BEGIN

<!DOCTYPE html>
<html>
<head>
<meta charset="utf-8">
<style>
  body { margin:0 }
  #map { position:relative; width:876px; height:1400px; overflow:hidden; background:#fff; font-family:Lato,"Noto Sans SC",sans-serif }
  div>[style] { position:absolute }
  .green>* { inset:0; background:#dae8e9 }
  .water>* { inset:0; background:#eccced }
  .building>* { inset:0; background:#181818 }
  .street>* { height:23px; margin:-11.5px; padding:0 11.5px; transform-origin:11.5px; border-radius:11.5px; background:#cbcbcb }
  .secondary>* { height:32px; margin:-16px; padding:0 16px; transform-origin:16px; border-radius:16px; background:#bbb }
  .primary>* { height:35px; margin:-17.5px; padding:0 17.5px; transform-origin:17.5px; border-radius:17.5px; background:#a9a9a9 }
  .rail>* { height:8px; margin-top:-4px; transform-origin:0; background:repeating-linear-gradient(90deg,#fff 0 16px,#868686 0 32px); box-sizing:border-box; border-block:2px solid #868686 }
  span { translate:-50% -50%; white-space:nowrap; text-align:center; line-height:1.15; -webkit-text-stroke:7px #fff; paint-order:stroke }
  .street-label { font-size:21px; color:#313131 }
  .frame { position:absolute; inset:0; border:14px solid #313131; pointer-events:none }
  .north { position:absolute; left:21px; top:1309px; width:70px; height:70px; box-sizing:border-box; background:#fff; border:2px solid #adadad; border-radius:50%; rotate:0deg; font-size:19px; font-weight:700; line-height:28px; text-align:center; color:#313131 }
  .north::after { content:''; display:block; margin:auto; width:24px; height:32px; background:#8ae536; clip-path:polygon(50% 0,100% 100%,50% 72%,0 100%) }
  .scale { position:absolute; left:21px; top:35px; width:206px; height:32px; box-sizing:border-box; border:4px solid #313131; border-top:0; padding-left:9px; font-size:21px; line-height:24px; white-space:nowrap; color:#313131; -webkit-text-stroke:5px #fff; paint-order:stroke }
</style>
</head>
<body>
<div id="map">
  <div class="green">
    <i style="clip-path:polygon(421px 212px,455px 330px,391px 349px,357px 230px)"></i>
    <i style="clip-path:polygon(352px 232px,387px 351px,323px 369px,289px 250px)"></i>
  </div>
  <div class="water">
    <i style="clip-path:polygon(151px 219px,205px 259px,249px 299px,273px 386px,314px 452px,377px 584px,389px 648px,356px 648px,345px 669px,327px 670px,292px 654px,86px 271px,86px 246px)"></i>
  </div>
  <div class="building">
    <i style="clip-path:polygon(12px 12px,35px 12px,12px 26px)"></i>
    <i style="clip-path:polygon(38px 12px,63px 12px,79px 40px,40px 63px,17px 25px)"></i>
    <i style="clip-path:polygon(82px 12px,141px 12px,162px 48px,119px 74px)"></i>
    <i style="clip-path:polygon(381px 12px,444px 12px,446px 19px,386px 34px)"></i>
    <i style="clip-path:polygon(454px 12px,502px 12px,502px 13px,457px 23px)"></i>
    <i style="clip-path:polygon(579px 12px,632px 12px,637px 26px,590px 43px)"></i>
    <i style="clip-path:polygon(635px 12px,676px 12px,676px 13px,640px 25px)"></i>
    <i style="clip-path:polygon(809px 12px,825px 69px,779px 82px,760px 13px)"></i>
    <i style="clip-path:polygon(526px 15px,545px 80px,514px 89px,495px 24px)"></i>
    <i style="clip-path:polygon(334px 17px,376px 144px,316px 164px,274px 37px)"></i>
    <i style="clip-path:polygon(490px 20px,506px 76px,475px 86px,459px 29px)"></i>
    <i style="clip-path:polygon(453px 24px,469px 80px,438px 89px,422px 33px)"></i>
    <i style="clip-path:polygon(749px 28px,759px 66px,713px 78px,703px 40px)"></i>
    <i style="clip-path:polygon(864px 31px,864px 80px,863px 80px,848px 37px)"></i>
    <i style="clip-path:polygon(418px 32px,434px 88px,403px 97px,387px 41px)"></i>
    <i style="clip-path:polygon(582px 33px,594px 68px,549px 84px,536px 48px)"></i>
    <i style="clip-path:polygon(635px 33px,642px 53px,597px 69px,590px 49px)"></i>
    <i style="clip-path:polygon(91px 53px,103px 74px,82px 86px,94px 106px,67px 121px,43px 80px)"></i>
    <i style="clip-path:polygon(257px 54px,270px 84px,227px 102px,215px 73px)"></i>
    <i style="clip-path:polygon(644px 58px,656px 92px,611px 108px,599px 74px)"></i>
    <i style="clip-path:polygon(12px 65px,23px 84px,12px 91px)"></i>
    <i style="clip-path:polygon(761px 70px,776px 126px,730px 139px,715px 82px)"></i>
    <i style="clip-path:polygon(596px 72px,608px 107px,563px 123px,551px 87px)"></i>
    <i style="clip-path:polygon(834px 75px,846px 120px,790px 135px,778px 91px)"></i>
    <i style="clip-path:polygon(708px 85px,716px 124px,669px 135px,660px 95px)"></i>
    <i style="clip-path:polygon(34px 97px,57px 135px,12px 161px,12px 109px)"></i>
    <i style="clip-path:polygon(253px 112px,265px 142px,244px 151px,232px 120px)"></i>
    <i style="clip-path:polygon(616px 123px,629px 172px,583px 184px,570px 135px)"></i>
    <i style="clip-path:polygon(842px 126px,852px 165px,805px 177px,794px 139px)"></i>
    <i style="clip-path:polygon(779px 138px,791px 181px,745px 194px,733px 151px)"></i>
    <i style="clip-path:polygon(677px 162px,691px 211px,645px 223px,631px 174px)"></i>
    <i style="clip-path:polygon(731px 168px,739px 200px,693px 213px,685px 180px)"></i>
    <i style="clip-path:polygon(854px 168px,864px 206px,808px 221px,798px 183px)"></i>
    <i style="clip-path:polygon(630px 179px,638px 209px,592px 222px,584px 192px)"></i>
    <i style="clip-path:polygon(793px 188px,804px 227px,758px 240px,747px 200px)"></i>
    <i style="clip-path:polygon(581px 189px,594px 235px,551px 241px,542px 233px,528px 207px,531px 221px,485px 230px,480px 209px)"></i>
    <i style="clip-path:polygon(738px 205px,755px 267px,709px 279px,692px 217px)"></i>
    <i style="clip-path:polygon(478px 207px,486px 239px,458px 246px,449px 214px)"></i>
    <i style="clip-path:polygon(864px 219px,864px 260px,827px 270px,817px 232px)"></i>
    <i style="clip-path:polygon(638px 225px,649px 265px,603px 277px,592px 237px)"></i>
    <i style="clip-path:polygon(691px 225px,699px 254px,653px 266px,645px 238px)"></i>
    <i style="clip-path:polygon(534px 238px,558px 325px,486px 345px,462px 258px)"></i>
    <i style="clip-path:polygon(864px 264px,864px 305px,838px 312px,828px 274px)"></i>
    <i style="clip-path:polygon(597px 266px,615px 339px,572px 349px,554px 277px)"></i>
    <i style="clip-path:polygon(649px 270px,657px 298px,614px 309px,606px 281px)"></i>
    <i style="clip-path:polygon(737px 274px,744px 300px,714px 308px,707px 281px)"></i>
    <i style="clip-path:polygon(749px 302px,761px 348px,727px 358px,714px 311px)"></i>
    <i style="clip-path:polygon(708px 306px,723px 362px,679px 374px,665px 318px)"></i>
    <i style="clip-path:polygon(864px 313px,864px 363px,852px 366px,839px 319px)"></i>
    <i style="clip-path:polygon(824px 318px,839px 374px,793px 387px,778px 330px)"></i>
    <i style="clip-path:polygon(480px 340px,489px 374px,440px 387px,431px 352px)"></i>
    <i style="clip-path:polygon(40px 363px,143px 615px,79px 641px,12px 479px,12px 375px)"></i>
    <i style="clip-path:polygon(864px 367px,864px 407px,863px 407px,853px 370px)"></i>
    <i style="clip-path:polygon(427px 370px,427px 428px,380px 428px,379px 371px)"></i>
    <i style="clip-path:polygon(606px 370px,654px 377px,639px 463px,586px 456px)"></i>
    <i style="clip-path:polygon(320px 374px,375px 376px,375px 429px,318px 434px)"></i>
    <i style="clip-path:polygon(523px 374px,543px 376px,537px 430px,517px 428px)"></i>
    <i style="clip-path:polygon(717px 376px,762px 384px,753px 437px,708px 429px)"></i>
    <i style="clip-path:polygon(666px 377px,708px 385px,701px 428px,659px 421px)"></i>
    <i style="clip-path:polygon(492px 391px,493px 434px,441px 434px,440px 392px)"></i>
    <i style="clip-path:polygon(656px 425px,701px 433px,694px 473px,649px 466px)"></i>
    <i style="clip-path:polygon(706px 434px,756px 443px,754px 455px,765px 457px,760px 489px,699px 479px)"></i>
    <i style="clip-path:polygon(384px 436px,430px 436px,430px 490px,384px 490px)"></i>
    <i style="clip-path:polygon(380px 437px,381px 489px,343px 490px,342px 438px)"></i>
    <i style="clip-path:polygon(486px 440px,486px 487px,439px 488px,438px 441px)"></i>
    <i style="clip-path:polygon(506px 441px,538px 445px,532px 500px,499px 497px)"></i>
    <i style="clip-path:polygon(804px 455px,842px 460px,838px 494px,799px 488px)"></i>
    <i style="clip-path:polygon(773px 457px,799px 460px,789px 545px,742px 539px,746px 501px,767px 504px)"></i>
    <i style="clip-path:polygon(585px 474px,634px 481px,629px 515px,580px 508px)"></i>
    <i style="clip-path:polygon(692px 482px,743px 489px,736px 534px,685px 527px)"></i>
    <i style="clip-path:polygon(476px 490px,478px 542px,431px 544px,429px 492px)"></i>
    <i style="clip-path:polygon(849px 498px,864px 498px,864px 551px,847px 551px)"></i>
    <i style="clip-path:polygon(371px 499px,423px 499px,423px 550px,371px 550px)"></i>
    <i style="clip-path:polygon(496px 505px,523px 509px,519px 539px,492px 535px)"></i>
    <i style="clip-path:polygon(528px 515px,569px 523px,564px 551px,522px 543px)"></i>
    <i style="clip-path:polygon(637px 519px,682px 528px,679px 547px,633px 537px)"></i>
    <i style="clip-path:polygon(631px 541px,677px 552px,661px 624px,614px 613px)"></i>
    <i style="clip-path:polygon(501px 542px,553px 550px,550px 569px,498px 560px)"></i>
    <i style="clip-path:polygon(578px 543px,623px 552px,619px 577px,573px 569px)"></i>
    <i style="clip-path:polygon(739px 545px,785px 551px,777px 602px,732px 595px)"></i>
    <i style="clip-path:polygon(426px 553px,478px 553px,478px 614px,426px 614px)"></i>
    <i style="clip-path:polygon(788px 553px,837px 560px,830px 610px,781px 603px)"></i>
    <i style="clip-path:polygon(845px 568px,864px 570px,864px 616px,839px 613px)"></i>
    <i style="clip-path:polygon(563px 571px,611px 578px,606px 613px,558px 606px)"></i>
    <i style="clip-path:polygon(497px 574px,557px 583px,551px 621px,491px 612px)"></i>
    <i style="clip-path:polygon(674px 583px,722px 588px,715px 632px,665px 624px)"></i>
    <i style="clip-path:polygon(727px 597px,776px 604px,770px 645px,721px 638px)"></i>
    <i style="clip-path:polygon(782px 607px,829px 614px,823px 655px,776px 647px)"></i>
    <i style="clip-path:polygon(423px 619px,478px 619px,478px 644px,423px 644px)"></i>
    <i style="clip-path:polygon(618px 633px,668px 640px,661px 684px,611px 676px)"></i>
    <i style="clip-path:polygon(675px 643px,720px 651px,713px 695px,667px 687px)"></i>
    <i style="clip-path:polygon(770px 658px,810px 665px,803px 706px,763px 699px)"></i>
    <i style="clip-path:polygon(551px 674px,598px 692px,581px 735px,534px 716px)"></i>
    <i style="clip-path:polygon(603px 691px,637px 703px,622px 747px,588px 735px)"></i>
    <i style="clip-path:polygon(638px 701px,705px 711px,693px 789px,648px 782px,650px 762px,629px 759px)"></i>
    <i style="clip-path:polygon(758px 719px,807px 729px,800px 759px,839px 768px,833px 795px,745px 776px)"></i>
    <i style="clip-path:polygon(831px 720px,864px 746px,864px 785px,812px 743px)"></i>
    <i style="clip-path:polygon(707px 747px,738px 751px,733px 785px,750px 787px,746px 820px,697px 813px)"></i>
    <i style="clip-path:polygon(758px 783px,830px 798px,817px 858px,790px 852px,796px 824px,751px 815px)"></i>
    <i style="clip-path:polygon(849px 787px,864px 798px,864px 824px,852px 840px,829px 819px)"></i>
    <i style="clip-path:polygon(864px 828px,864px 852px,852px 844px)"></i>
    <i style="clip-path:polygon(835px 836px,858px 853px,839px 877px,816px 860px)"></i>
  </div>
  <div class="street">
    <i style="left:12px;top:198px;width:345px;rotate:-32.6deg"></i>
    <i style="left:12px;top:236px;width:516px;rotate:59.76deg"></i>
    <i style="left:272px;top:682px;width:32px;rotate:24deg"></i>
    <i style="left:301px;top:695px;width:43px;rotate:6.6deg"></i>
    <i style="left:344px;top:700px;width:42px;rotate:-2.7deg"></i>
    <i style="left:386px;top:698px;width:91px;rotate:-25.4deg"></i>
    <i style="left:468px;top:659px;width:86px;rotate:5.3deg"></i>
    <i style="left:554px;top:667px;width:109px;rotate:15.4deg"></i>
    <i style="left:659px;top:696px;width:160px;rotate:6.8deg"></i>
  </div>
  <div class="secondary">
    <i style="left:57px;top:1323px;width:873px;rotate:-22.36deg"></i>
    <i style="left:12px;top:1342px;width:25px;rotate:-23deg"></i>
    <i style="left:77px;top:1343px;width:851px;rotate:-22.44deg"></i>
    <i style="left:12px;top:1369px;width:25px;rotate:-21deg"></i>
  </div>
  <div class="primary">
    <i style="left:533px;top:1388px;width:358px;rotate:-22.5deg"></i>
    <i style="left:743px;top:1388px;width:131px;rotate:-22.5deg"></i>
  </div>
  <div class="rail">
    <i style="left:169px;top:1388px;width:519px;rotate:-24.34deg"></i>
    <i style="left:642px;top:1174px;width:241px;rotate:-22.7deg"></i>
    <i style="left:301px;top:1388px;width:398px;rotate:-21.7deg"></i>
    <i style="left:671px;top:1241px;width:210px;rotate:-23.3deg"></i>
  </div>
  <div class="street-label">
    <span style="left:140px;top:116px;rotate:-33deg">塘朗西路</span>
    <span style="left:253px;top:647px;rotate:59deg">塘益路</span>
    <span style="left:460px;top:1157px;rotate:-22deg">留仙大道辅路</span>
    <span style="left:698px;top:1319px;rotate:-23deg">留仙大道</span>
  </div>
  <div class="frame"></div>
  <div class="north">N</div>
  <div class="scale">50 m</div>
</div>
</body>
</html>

END

Begin at the top of the records above and quote each line exactly, ending with the line that contains "position:absolute; left:21px; top:1309px;".

<!DOCTYPE html>
<html>
<head>
<meta charset="utf-8">
<style>
  body { margin:0 }
  #map { position:relative; width:876px; height:1400px; overflow:hidden; background:#fff; font-family:Lato,"Noto Sans SC",sans-serif }
  div>[style] { position:absolute }
  .green>* { inset:0; background:#dae8e9 }
  .water>* { inset:0; background:#eccced }
  .building>* { inset:0; background:#181818 }
  .street>* { height:23px; margin:-11.5px; padding:0 11.5px; transform-origin:11.5px; border-radius:11.5px; background:#cbcbcb }
  .secondary>* { height:32px; margin:-16px; padding:0 16px; transform-origin:16px; border-radius:16px; background:#bbb }
  .primary>* { height:35px; margin:-17.5px; padding:0 17.5px; transform-origin:17.5px; border-radius:17.5px; background:#a9a9a9 }
  .rail>* { height:8px; margin-top:-4px; transform-origin:0; background:repeating-linear-gradient(90deg,#fff 0 16px,#868686 0 32px); box-sizing:border-box; border-block:2px solid #868686 }
  span { translate:-50% -50%; white-space:nowrap; text-align:center; line-height:1.15; -webkit-text-stroke:7px #fff; paint-order:stroke }
  .street-label { font-size:21px; color:#313131 }
  .frame { position:absolute; inset:0; border:14px solid #313131; pointer-events:none }
  .north { position:absolute; left:21px; top:1309px; width:70px; height:70px; box-sizing:border-box; background:#fff; border:2px solid #adadad; border-radius:50%; rotate:0deg; font-size:19px; font-weight:700; line-height:28px; text-align:center; color:#313131 }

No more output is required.